DESCRIPTION OF THE TASK:
Report all lines from the entries below in which "fabs" appears.
(EXERCISE MATERIAL begins)
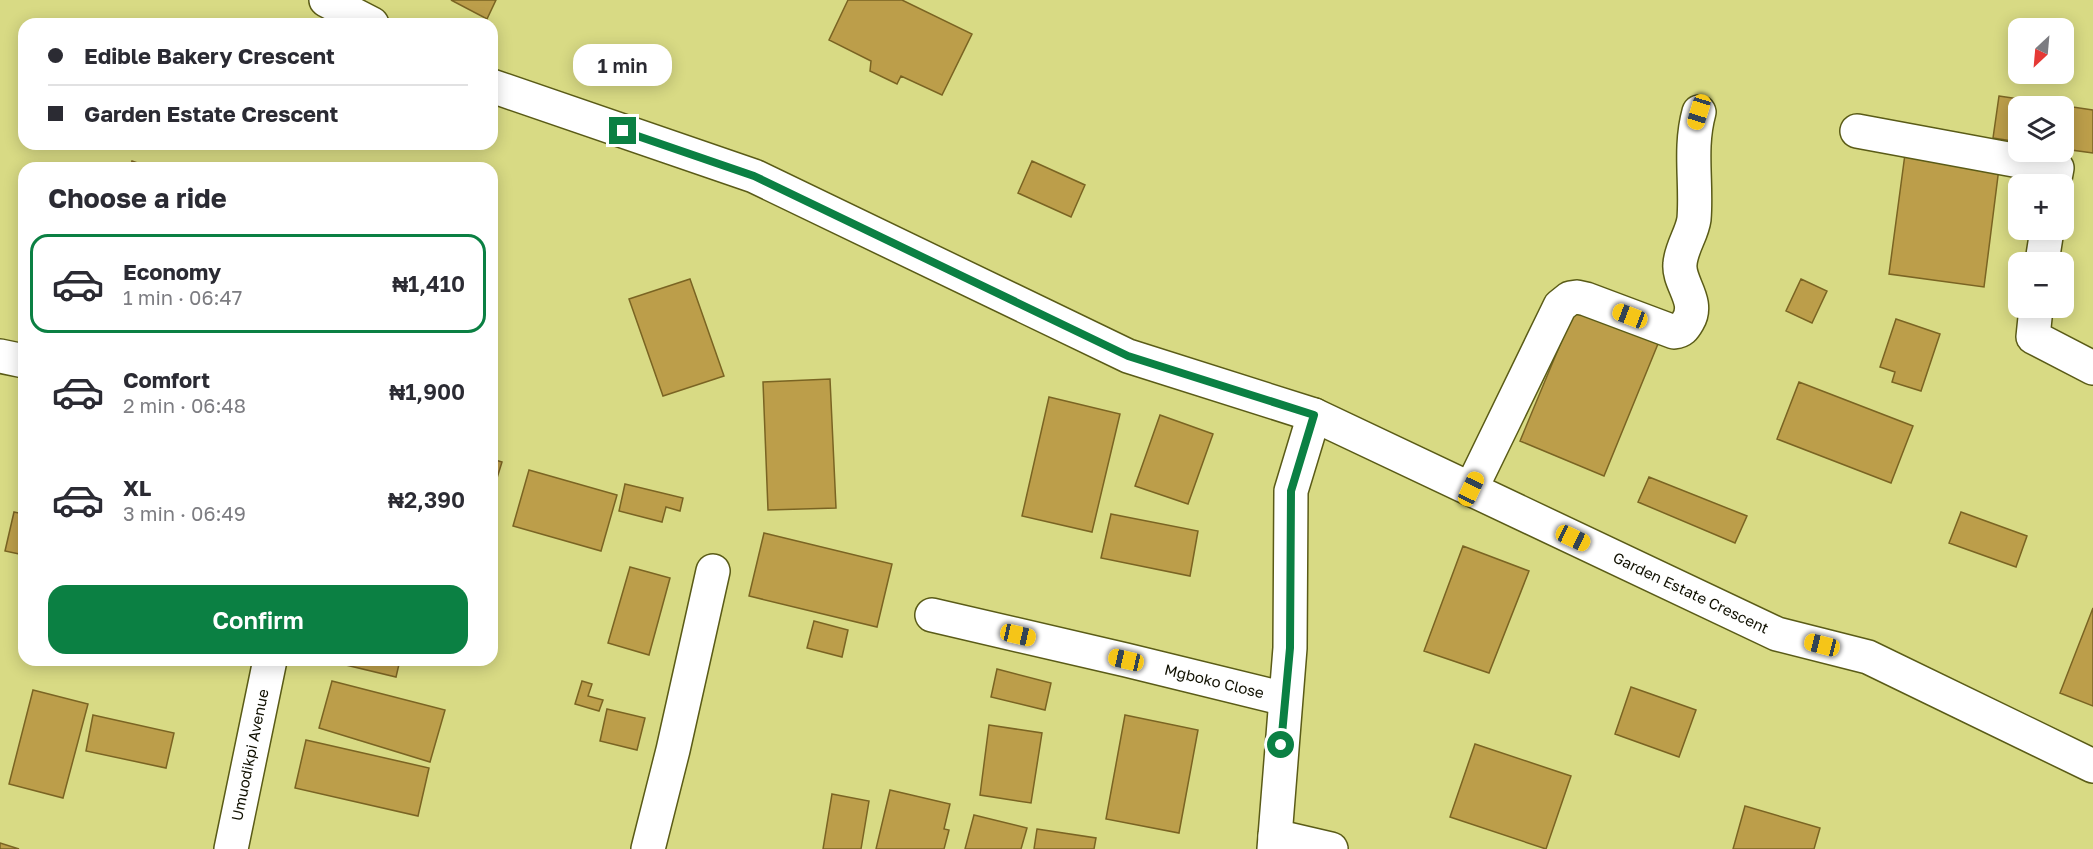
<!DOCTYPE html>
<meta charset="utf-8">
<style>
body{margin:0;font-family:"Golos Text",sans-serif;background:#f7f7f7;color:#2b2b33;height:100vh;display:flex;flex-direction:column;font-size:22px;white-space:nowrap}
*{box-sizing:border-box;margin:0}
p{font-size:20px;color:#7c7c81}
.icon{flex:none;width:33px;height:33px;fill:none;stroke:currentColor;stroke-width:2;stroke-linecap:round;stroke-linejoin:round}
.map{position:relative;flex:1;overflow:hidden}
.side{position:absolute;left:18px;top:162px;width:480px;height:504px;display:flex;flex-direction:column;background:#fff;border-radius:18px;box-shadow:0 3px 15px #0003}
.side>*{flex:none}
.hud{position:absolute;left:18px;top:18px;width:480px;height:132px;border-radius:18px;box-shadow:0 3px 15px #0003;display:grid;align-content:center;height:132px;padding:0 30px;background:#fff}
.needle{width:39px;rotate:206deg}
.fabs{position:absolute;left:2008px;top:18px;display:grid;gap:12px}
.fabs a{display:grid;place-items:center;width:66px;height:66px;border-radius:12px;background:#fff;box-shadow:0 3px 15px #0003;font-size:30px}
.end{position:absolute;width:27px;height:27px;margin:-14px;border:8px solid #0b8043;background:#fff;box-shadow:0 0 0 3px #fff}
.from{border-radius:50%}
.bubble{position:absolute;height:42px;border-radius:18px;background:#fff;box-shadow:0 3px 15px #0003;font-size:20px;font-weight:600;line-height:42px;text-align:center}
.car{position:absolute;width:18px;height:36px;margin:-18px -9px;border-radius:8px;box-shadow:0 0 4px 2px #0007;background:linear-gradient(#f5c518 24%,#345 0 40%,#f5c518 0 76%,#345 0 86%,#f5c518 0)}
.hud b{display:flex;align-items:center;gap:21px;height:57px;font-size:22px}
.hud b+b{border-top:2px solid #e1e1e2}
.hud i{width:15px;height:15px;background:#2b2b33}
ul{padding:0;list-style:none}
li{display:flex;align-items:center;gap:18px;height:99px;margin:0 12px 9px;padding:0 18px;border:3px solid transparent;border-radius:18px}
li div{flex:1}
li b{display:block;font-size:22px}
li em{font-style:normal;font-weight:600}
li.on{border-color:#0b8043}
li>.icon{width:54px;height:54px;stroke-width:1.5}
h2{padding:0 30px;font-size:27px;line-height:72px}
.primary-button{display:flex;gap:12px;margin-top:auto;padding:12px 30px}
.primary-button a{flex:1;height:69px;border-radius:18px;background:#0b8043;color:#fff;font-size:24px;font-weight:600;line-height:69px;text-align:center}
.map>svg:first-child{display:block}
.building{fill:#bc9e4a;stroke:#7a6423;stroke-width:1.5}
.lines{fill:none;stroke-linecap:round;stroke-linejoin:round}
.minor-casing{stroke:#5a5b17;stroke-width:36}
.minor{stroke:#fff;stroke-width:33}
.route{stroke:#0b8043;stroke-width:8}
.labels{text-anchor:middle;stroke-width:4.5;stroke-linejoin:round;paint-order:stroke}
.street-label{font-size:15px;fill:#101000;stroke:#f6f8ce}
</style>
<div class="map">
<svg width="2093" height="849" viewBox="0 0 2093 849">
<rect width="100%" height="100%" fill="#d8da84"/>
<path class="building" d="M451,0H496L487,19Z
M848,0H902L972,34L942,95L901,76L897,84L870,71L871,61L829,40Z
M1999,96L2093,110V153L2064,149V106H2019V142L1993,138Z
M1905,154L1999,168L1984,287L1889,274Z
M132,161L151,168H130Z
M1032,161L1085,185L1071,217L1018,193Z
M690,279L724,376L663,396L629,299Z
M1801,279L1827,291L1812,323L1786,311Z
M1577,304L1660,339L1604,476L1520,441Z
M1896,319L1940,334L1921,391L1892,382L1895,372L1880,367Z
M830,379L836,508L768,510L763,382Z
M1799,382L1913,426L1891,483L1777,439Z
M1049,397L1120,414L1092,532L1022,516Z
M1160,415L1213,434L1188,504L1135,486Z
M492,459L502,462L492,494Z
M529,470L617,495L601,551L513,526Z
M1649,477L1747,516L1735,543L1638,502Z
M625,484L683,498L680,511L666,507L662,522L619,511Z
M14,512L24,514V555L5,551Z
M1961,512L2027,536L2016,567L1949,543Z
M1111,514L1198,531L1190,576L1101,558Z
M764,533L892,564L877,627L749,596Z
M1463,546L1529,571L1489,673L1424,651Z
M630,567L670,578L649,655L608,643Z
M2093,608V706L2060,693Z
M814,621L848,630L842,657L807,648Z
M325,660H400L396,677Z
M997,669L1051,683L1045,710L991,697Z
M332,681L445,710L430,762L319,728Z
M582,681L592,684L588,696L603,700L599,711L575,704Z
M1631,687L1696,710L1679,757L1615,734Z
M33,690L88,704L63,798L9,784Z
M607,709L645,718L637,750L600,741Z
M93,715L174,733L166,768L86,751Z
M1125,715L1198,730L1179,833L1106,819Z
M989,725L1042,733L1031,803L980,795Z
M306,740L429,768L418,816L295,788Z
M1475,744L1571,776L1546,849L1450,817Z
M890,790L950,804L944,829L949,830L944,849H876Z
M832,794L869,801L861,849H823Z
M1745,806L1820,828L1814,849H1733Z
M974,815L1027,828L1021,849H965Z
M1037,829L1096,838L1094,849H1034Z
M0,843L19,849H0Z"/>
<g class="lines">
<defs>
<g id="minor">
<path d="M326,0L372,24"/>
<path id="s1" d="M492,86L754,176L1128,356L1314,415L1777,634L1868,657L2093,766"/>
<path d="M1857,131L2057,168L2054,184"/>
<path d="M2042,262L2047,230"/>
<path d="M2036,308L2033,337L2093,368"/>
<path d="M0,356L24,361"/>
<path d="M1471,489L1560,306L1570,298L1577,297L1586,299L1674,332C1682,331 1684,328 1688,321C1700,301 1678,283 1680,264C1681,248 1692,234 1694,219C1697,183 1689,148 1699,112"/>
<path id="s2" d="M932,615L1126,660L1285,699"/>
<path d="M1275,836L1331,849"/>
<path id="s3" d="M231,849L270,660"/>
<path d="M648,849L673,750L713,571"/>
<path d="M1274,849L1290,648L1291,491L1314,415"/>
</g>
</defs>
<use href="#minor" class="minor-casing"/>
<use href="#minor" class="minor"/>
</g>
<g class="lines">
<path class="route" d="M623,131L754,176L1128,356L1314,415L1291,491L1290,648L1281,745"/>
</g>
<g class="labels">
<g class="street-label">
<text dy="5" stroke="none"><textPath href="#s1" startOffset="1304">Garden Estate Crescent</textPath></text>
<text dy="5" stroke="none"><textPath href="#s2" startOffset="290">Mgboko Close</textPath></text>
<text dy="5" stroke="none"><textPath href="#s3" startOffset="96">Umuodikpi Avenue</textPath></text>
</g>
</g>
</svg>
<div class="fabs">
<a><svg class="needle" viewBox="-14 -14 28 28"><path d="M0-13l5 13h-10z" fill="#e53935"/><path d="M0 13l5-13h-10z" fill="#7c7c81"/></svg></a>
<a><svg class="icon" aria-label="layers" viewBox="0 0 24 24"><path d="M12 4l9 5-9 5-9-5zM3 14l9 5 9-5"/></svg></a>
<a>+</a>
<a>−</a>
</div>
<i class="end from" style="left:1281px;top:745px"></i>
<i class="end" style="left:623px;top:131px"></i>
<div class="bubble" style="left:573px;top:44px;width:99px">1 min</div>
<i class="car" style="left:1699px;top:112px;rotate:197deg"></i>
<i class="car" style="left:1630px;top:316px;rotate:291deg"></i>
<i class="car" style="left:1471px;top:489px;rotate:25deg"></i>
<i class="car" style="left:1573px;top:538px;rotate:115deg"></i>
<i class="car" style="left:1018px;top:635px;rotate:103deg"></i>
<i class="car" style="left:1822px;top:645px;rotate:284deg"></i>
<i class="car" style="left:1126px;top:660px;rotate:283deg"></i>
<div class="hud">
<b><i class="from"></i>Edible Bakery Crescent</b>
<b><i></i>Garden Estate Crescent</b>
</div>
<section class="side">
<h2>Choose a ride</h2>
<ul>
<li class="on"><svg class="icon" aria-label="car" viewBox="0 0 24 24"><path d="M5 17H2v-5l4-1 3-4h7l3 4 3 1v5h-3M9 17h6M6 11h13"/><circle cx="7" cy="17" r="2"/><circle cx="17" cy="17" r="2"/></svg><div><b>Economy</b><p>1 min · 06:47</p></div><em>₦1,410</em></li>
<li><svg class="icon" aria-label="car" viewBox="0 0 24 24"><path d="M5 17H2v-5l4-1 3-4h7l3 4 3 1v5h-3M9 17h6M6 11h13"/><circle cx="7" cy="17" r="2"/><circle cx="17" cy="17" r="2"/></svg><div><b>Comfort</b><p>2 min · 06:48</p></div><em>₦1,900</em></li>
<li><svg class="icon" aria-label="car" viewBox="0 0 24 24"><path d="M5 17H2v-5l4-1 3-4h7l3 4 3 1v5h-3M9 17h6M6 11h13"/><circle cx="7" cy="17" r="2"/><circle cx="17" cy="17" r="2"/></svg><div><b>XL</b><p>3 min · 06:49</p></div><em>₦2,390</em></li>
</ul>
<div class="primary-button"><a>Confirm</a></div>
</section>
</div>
(EXERCISE MATERIAL ends)
(EXERCISE MATERIAL begins)
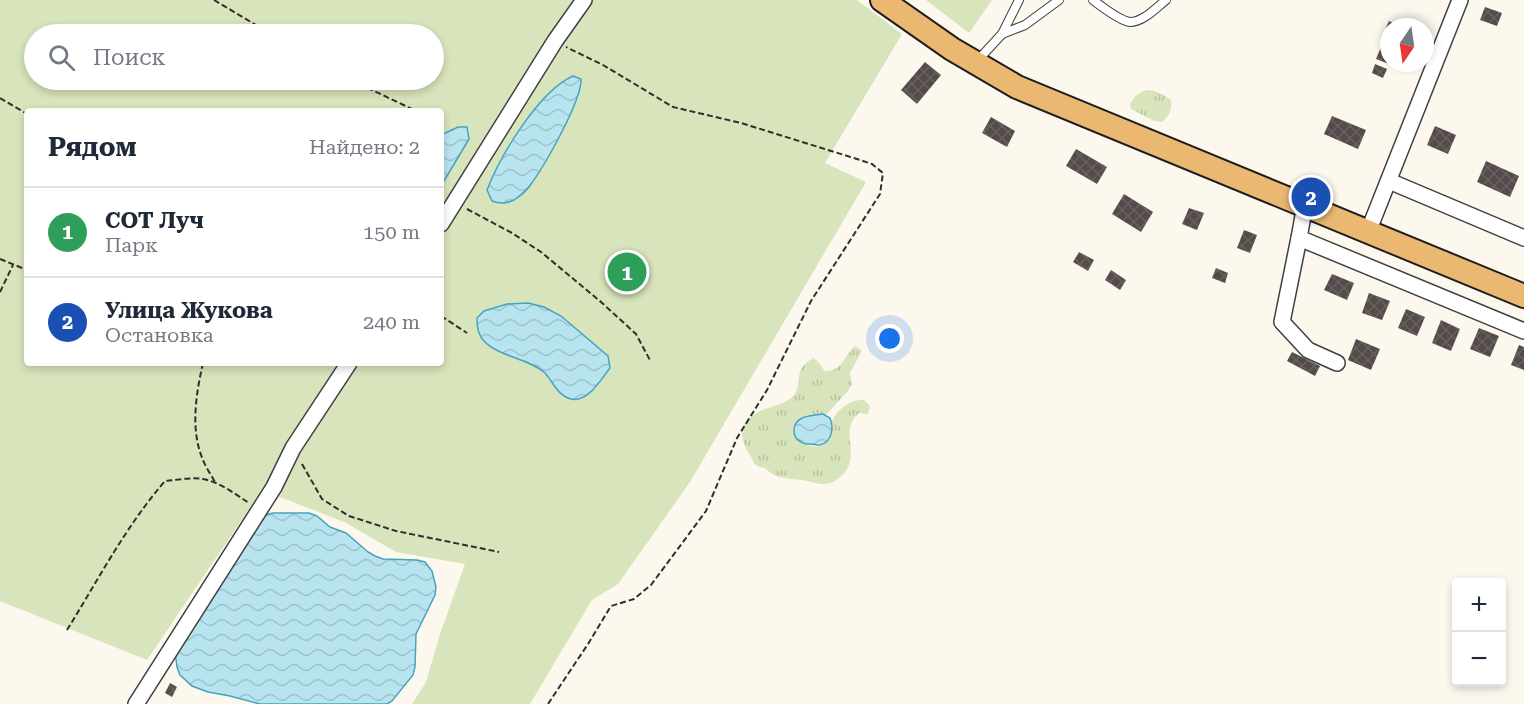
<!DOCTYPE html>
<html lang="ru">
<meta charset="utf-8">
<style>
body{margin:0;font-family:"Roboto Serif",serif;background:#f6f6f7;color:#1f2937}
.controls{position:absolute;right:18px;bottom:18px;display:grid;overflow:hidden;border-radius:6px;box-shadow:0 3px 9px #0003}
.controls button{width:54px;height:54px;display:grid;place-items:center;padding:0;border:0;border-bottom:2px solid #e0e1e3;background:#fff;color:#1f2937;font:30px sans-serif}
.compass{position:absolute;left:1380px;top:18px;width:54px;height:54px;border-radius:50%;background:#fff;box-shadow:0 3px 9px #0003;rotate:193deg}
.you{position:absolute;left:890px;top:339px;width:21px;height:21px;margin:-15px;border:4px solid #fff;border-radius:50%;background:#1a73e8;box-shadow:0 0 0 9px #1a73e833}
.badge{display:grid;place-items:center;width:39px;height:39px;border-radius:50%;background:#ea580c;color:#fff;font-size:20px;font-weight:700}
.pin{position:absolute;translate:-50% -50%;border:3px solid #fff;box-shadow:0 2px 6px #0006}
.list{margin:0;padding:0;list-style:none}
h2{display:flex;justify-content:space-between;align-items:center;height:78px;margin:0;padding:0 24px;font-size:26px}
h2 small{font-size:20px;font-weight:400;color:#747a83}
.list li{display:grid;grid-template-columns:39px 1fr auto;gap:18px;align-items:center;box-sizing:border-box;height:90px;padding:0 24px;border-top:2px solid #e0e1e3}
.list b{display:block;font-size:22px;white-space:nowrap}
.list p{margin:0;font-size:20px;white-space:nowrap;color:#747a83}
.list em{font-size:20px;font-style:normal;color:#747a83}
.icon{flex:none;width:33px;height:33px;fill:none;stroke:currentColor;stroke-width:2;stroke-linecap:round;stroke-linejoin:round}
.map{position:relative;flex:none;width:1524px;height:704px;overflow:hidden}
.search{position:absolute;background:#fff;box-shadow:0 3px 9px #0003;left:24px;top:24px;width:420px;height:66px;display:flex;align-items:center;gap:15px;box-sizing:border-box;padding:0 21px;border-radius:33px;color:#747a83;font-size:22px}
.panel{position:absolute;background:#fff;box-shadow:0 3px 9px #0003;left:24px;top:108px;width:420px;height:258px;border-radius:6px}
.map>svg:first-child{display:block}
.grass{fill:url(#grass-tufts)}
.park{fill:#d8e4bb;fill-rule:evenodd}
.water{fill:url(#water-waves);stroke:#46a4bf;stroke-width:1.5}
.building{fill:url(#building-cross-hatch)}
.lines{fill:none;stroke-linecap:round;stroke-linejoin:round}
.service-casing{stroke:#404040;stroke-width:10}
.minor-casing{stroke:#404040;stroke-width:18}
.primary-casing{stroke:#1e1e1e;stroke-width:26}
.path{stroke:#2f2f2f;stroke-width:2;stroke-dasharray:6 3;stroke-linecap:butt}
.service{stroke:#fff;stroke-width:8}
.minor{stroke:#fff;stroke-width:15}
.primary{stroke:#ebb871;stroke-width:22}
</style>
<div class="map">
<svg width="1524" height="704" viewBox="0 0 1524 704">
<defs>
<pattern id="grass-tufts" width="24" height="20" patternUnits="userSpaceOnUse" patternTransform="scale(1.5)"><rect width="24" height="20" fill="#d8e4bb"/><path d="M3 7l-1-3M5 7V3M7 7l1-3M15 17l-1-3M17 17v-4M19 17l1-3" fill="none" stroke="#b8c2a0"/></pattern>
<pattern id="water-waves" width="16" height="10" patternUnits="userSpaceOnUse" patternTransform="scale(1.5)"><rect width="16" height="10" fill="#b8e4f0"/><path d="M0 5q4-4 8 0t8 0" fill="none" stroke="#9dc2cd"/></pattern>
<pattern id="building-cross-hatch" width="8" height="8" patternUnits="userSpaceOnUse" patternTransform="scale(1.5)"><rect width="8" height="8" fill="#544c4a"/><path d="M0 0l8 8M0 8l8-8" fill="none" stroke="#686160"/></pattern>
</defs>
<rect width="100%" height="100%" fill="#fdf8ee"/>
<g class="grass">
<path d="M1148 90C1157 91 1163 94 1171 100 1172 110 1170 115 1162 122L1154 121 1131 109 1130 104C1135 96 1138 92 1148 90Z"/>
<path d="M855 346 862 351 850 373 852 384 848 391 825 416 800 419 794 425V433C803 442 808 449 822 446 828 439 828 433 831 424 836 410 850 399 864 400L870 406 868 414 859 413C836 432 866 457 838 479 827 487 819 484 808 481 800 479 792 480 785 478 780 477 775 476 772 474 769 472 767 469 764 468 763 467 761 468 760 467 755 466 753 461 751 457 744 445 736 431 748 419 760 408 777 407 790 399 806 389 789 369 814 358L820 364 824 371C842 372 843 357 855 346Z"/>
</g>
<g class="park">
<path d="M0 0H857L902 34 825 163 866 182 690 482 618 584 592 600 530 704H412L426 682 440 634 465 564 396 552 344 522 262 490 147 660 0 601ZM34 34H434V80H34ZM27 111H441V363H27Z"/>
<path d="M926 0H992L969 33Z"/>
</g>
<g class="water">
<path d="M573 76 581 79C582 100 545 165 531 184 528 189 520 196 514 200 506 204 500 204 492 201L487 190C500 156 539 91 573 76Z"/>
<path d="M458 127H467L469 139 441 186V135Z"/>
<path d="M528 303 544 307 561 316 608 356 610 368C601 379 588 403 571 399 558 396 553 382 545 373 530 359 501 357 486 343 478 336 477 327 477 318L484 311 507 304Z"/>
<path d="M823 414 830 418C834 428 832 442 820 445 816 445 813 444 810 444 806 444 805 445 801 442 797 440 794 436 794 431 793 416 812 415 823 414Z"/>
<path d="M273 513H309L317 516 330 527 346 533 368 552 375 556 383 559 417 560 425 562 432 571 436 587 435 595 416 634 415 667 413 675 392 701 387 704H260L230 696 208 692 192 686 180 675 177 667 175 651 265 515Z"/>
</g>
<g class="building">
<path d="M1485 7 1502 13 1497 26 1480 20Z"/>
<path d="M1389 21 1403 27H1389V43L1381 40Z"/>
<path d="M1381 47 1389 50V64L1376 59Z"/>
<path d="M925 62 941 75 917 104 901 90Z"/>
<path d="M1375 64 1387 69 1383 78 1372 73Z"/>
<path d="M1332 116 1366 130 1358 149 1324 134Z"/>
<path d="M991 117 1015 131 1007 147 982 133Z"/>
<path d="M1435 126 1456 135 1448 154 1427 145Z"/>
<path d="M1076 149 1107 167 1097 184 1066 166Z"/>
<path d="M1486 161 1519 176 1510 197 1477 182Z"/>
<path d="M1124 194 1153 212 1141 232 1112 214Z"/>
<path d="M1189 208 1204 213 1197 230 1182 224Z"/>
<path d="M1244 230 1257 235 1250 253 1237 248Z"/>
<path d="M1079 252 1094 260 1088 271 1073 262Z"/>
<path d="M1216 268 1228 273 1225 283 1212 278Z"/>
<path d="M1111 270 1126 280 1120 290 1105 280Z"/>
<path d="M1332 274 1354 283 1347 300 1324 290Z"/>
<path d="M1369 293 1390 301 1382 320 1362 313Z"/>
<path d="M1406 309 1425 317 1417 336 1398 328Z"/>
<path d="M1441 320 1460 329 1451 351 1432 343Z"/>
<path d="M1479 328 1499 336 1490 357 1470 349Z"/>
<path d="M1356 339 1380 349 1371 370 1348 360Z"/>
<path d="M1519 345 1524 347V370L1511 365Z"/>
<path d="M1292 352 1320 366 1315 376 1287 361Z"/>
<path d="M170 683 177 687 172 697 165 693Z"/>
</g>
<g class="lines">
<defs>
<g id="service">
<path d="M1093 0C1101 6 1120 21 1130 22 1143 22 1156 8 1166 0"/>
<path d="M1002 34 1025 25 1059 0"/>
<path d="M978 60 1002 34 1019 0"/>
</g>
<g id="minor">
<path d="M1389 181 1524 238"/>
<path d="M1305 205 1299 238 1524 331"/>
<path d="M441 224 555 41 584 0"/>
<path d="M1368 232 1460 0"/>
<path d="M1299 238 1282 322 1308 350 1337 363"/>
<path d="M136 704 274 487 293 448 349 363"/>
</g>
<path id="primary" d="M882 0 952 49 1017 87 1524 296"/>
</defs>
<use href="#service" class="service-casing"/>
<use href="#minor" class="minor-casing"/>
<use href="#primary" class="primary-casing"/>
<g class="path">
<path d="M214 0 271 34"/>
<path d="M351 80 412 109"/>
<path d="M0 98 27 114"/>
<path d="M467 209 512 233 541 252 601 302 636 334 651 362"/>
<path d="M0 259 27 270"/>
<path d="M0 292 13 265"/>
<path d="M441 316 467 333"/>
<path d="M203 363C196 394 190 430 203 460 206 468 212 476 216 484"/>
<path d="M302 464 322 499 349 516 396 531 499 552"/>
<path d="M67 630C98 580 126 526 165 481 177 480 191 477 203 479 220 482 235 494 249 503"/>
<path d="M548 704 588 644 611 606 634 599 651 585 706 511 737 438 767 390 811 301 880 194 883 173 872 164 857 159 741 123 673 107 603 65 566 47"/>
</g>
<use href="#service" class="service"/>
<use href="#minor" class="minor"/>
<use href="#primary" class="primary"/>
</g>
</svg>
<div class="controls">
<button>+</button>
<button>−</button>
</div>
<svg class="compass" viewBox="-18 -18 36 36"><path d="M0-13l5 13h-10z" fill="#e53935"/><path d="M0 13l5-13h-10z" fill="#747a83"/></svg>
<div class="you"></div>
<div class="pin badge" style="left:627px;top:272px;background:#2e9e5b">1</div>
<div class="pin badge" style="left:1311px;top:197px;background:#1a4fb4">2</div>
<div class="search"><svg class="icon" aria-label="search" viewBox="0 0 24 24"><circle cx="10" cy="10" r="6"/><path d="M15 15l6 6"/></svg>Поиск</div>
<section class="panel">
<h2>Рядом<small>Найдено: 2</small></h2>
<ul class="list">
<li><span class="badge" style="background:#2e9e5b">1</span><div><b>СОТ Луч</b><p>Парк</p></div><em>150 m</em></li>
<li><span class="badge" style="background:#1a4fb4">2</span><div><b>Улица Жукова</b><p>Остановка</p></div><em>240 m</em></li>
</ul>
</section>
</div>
(EXERCISE MATERIAL ends)
RESPONSE:
.fabs{position:absolute;left:2008px;top:18px;display:grid;gap:12px}
.fabs a{display:grid;place-items:center;width:66px;height:66px;border-radius:12px;background:#fff;box-shadow:0 3px 15px #0003;font-size:30px}
<div class="fabs">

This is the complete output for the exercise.